To solve for which logarithm has the same value as \( \log_{64}( \frac{1}{16} ) \), we can use the change of base formula for logarithms. The change of base formula states:
\[ \log_b(a) = \frac{\log_k(a)}{\log_k(b)} \]
for any positive base \( k \).
First, let's calculate \( \log_{64}( \frac{1}{16} ) \):
Using the property of logarithms, we rewrite \( \frac{1}{16} \) as \( 16^{-1} \):
\[ \log_{64}( \frac{1}{16} ) = \log_{64}(16^{-1}) = -\log_{64}(16) \]

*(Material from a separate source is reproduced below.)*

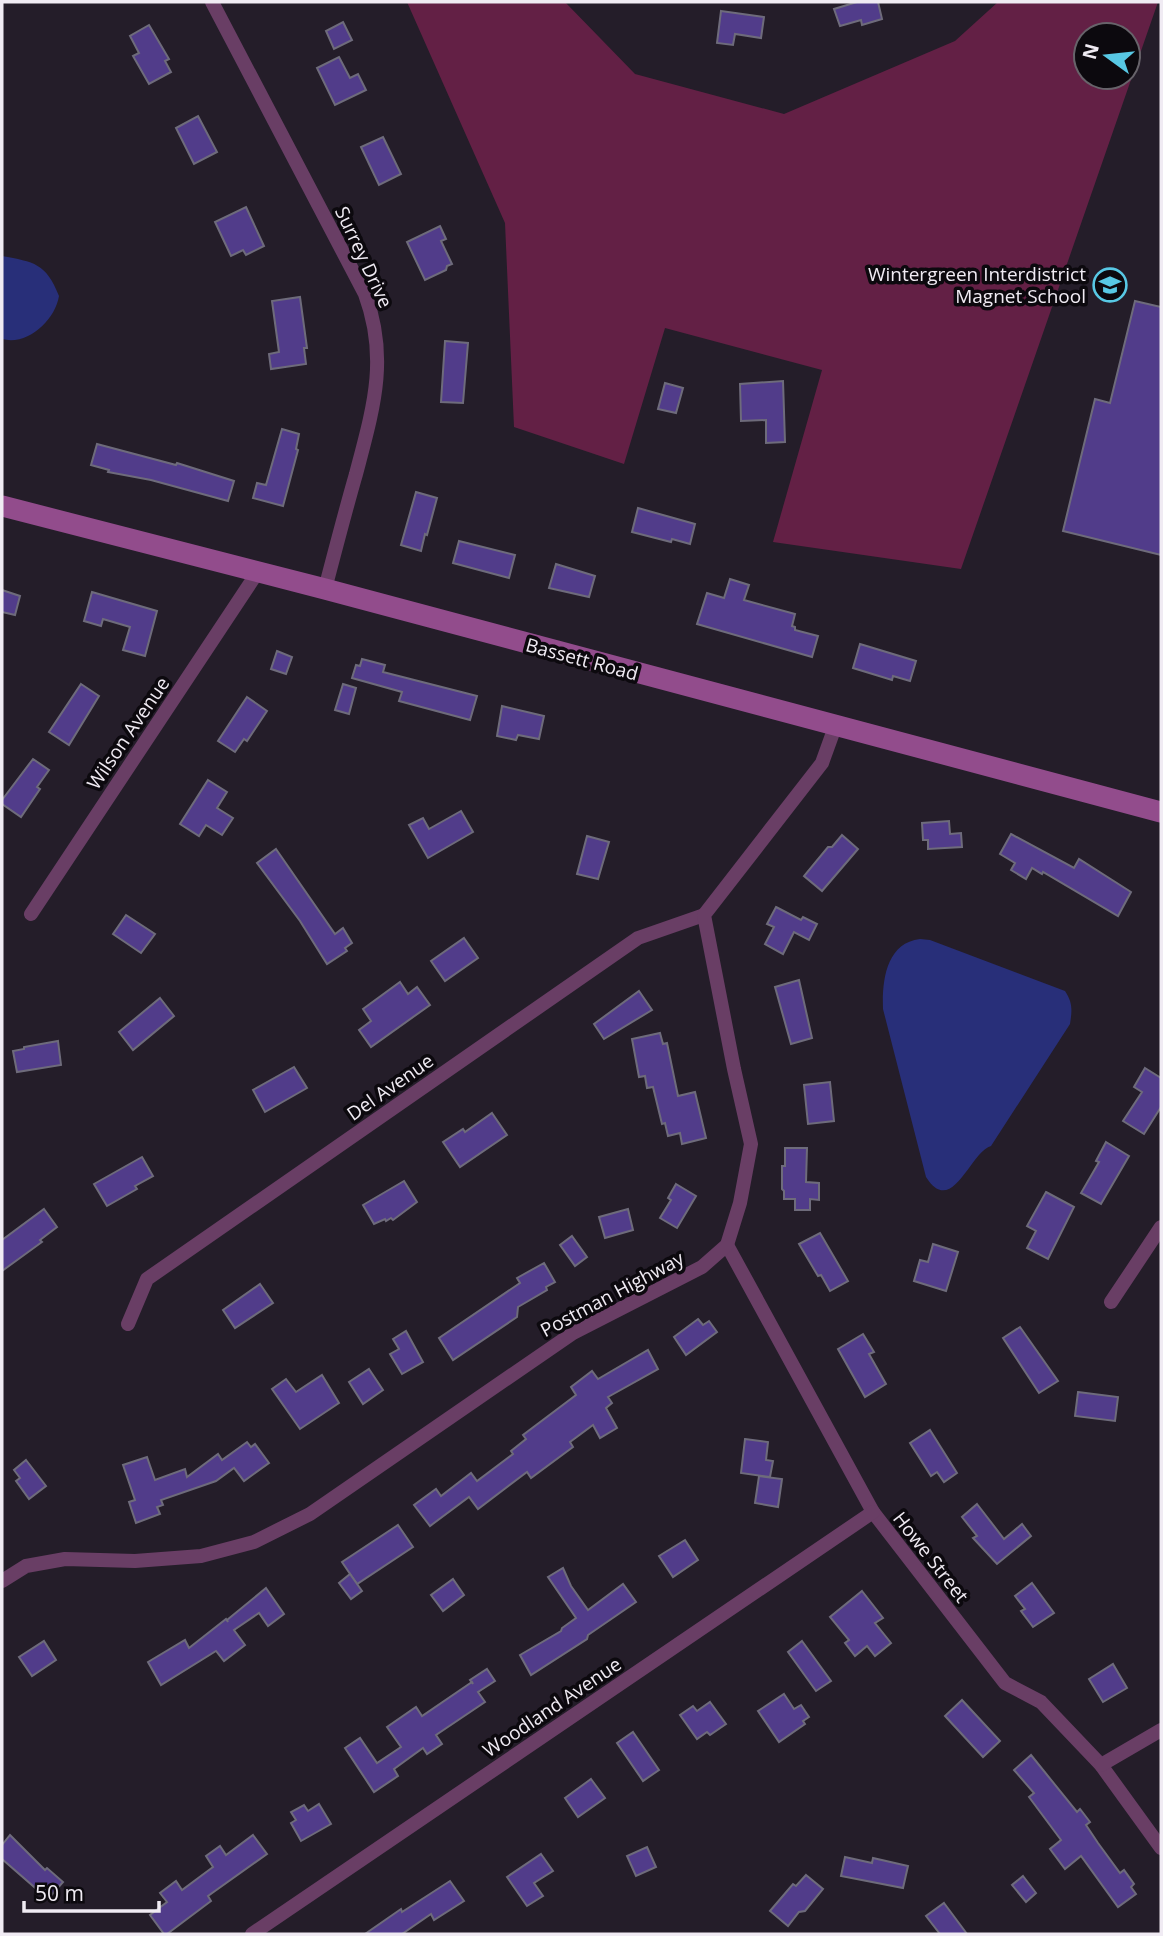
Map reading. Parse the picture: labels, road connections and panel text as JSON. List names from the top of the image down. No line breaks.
{"streets":{"street":["Surrey Drive","Bassett Road","Wilson Avenue","Del Avenue","Postman Highway","Howe Street","Woodland Avenue"]},"crossings":[["Surrey Drive","Bassett Road"],["Bassett Road","Wilson Avenue"],["Postman Highway","Howe Street"],["Howe Street","Woodland Avenue"]],"places":{"school or university":["Wintergreen Interdistrict Magnet School"]},"scale_bar":"50 m","north":"left"}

Now, note that \( 64 = 4^3 \) and \( 16 = 4^2 \). Therefore, we can express our logarithm using base 4:
\[ -\log_{64}(16) = -\frac{\log_4(16)}{\log_4(64)} \]
Calculating those logarithms:
- \( \log_4(16) = \log_4(4^2) = 2 \)
- \( \log_4(64) = \log_4(4^3) = 3 \)
This gives us:
\[ -\log_{64}(16) = -\frac{2}{3} = -\frac{2}{3} \]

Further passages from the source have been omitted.